[Source records]
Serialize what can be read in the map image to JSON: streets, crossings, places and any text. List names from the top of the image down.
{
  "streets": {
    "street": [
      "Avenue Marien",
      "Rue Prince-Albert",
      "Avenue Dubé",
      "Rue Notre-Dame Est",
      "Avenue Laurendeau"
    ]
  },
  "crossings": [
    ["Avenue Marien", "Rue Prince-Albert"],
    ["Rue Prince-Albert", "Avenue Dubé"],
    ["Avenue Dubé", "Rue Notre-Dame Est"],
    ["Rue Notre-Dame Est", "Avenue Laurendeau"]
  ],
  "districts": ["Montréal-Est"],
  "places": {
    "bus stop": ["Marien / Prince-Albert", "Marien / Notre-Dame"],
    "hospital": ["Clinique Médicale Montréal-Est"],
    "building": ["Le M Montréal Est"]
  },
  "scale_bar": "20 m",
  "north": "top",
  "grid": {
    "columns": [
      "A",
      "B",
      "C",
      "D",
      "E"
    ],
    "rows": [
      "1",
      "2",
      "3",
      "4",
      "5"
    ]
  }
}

_Goal of the exercise_
Report the lines above that have the word "Laurendeau" in them.

_Task result_
      "Avenue Laurendeau"
    ["Rue Notre-Dame Est", "Avenue Laurendeau"]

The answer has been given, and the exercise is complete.